Economy

Don't hold digital trade talks in WTO: Civil society groups call on governments

Developing countries must come up with their own agenda for digital industrialisation instead of advancing ones by tech giants, say activists

 
By DTE Staff
Published: Monday 01 April 2019

On April 1, 2019, 315 civil society organisations — including global union federations, development advocates, consumer organisations, and environmental groups — from more than 90 countries wrote to members of the World Trade Organization (WTO) opposing the proposed negotiations on e-commerce that are to take place in Geneva this week.

“While the rhetoric surrounding e-commerce highlights the opportunities for developing country entrepreneurs, having binding rules on the still-emerging digital economy would severely constrain the ability of countries to develop their economies in the future,” the letter noted. “It would accelerate the global disadvantaging of workers and small enterprises in all countries vis-à-vis large corporations that characterises the current global economy,” it added.

Thousands are gathering for UNCTAD e-commerce Week in Geneva this week, just weeks after some countries launched talks on e-commerce.

Members of the WTO had rejected displacing the “development agenda” in the WTO for a new agenda on digital trade at the last ministerial meeting in December 2017 in Argentina.

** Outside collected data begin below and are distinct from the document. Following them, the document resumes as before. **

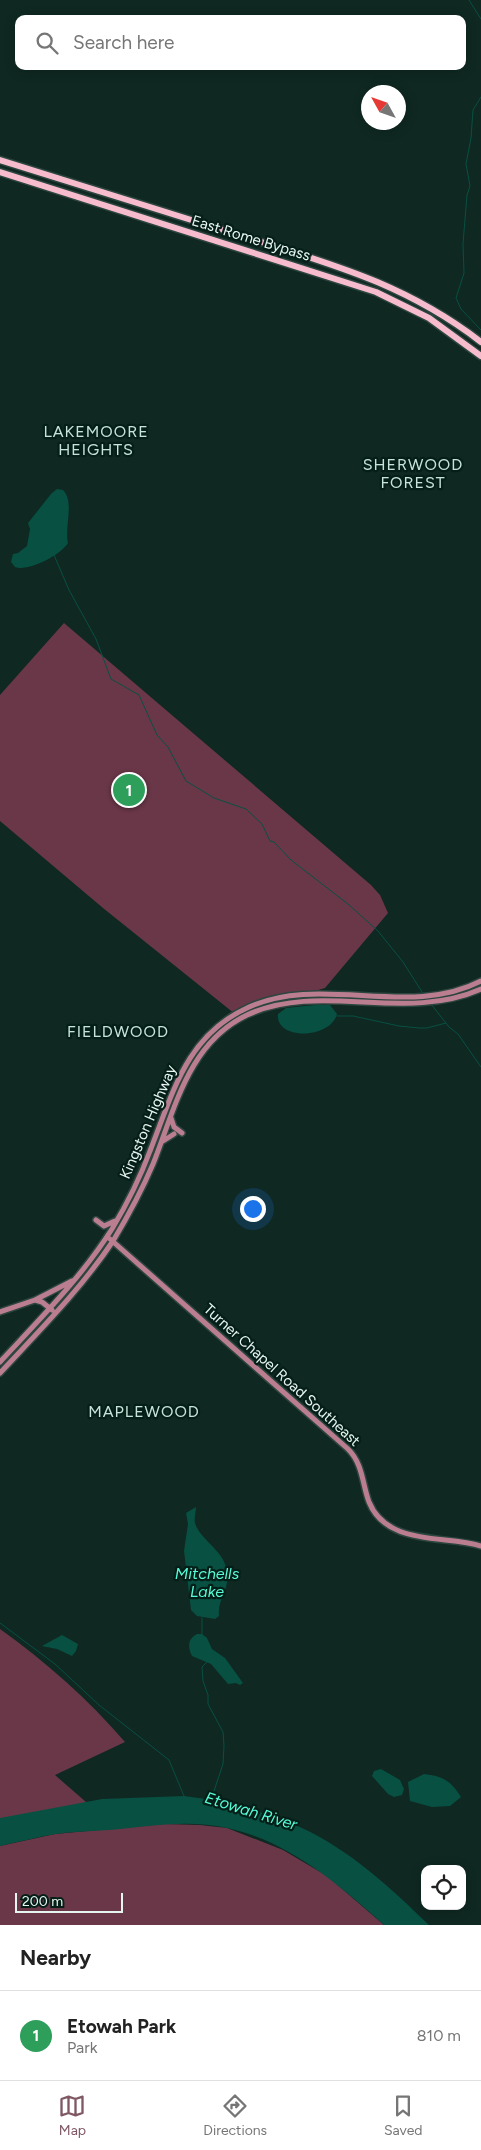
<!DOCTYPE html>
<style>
body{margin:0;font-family:Figtree,sans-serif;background:#f6f6f6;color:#222}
.controls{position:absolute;right:15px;bottom:15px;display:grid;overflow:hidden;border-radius:10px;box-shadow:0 2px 12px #0003}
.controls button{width:45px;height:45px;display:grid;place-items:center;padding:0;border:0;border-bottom:1px solid #e0e0e0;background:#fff;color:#222;font:25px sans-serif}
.compass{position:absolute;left:361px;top:85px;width:45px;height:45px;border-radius:50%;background:#fff;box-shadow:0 2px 12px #0003;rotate:310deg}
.scale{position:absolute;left:15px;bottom:12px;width:108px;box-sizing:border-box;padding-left:5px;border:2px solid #e7f6f1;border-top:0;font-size:14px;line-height:18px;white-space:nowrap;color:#e7f6f1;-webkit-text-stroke:4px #051f18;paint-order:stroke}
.you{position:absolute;left:252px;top:1208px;width:18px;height:18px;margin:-12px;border:4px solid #fff;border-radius:50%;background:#1a73e8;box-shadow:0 0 0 8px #1a73e833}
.badge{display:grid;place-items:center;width:32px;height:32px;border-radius:50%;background:#7f5864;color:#fff;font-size:16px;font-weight:700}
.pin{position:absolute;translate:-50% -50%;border:2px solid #fff;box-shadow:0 1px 5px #0006}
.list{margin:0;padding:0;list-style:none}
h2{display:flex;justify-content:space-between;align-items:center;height:65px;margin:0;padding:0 20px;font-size:21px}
h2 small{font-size:16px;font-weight:400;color:#767676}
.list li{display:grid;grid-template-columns:32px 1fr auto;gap:15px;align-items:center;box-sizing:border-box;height:90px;padding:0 20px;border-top:1px solid #e0e0e0}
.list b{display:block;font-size:19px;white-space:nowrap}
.list p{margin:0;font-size:16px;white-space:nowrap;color:#767676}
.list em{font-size:16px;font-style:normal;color:#767676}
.icon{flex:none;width:28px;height:28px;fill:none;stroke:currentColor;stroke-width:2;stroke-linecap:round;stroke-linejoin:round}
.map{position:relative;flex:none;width:481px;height:1925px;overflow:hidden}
.search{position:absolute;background:#fff;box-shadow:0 2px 12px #0003;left:15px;right:15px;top:15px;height:55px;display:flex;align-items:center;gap:12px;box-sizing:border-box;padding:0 18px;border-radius:10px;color:#767676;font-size:19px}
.sheet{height:155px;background:#fff}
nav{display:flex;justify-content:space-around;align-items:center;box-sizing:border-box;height:70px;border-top:1px solid #e0e0e0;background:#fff;font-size:14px;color:#767676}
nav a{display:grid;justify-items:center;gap:2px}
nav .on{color:#7f5864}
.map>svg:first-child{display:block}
.green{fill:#6a3748}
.water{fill:#085042}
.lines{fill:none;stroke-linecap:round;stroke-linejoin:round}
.stream{stroke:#085042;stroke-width:1}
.secondary-casing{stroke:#2d453f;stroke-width:8}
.highway-casing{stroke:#2d453f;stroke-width:9}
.secondary{stroke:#bb7e91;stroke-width:5}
.highway{stroke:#f6bccd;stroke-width:6}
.labels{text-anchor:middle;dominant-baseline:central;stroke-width:4.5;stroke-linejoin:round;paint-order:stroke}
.street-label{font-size:15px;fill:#e7f6f1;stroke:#051f18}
.neighbourhood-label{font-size:16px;letter-spacing:1px;fill:#c6e4db;stroke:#051f18}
.water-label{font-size:16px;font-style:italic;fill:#55fcd7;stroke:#051f18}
</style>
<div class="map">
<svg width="481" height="1925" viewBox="0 0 481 1925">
<rect width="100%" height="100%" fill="#0f2822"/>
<path class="green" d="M64 623 371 885 380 895 388 913 325 988 235 1014 103 908 0 821V695Z
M0 1629C46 1662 88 1699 125 1742L55 1775 94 1809 0 1823Z
M164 1824 200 1825 227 1828 283 1850 327 1876 384 1925H0V1846L55 1834Z"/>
<path class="water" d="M57 489 63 490C75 502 64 528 68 543 61 555 28 572 15 567L11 562 13 554 18 553 27 546 30 529 28 523 51 494Z
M316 1005H330L337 1014C331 1039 275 1041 278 1014L286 1008Z
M196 1507C196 1512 194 1518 195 1523 199 1538 222 1550 226 1567 232 1589 217 1598 219 1616L215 1619 197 1616 191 1610 184 1551 188 1524 186 1513Z
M197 1634H202L207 1638 212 1649 225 1658 243 1683 240 1685 236 1683 228 1684 211 1664 192 1656C188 1648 187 1639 197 1634Z
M62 1635 78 1644 76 1651 72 1656 57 1649 42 1646Z
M381 1769 400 1780 404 1789 402 1795 394 1797 388 1794 372 1776 374 1771Z
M424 1774C443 1776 451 1781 461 1797L450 1806 432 1807 410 1801 408 1782Z
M184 1796C224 1801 265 1811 302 1828 350 1850 392 1889 429 1925H384C338 1884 288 1841 227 1828 191 1820 156 1825 120 1829 99 1831 77 1831 56 1834 37 1837 18 1842 0 1846V1818L102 1799Z"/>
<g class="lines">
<path class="stream" d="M469 0 481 19
M481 97 473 110 471 138 466 164 470 186 467 195 463 244 464 273 456 298 461 309 481 330
M54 555 69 590 96 639 111 679 139 695 157 735 168 747 186 781 214 798 246 809 262 824 270 841 274 842 291 860 348 904 378 931 403 962 424 995
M431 1004 449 1027 458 1034 481 1067
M337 1016H353L399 1026 419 1028H427L446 1023
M0 1623 55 1664 99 1705 169 1760 184 1796
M202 1634V1618
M207 1662 202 1667 203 1681 208 1695V1704L223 1732 224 1746 223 1764 211 1800"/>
<defs>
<path id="secondary" d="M171 1118 174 1127 182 1133
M163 1141 174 1134
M96 1220 104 1226 115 1221
M110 1239 348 1449C363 1464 362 1483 369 1502 387 1546 444 1535 481 1546
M35 1300 72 1281
M0 1312 35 1300 42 1302 52 1310
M0 1362C39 1320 81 1278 112 1229 127 1204 140 1178 150 1151 173 1093 186 1036 247 1008 320 973 408 1019 481 981
M0 1373C39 1331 81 1289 113 1241 128 1216 142 1190 153 1164 175 1109 188 1043 247 1015 320 981 405 1023 481 989"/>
<path id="highway" d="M0 160C79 185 157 209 236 234 327 263 403 282 481 342
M0 172 376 292 429 318 481 356"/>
</defs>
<use href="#secondary" class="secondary-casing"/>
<use href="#highway" class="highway-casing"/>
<use href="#secondary" class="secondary"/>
<use href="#highway" class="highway"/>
</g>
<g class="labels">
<g class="street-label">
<text transform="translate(251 238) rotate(17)">East Rome Bypass</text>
<text transform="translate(148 1122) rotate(-67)">Kingston Highway</text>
<text transform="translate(282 1375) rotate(42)">Turner Chapel Road Southeast</text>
</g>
<g class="neighbourhood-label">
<text x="96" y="431">LAKEMOORE<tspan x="96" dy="18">HEIGHTS</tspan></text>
<text x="413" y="464">SHERWOOD<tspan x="413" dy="18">FOREST</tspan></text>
<text x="118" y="1031">FIELDWOOD</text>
<text x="144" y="1411">MAPLEWOOD</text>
</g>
<g class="water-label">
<text x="207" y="1573">Mitchells<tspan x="207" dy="18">Lake</tspan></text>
<text transform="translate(251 1811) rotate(17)">Etowah River</text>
</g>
</g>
</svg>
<div class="controls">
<button><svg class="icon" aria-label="locate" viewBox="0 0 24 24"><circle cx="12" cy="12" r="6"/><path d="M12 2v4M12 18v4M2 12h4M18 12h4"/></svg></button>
</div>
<svg class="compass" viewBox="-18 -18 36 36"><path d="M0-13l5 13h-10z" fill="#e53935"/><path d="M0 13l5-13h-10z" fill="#767676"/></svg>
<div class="scale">200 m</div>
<div class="you"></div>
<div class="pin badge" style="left:129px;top:790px;background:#2e9e5b">1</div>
<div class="search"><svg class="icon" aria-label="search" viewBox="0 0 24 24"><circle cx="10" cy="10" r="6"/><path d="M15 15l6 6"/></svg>Search here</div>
</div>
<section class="sheet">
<h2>Nearby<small></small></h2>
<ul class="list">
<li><span class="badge" style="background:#2e9e5b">1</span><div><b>Etowah Park</b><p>Park</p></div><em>810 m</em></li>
</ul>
</section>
<nav>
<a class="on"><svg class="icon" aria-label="map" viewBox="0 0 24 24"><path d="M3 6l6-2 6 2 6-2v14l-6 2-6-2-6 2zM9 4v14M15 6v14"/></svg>Map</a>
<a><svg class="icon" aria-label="directions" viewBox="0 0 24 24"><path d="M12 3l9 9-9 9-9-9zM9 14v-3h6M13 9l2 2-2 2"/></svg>Directions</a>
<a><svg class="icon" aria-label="saved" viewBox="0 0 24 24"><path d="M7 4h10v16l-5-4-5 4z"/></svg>Saved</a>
</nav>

In spite of this, a number of countries decided to launch negotiations in March 2019.

The civil society organisations further argued that binding rules as proposed in the WTO “would enable Big Tech to consolidate its exploitative business model, including gaining rights to access markets globally; extracting and controlling personal, social, and business data around the world; locking-in deregulation and evading future regulation; accessing an unlimited supply of labour stripped of its rights; expanding its power through monopolies; and evading the payment of taxes.”

They said that “the proposed rules thus represent a grave threat to development, human rights, labour, and shared prosperity around the world, and are the opposite of the policies needed to rein in the power of Big Tech.”

The letter was coordinated by the global Our World Is Not for Sale network, members of which have been studying the proposed rules for the last several years, and who will be holding a series of six different events at the UNCTAD eCommerce Week.

It called on developing countries to develop their own agenda for digital industrialisation. “They must not advance the e-commerce rules that were developed by transportation network companies like Amazon, Google, Facebook, and Alibaba in their own interests. Other models can more equitably distribute the benefits of the digital economy while reinforcing human rights,” noted the letter. 

Civil society groups had issued a similar call in January this year as well.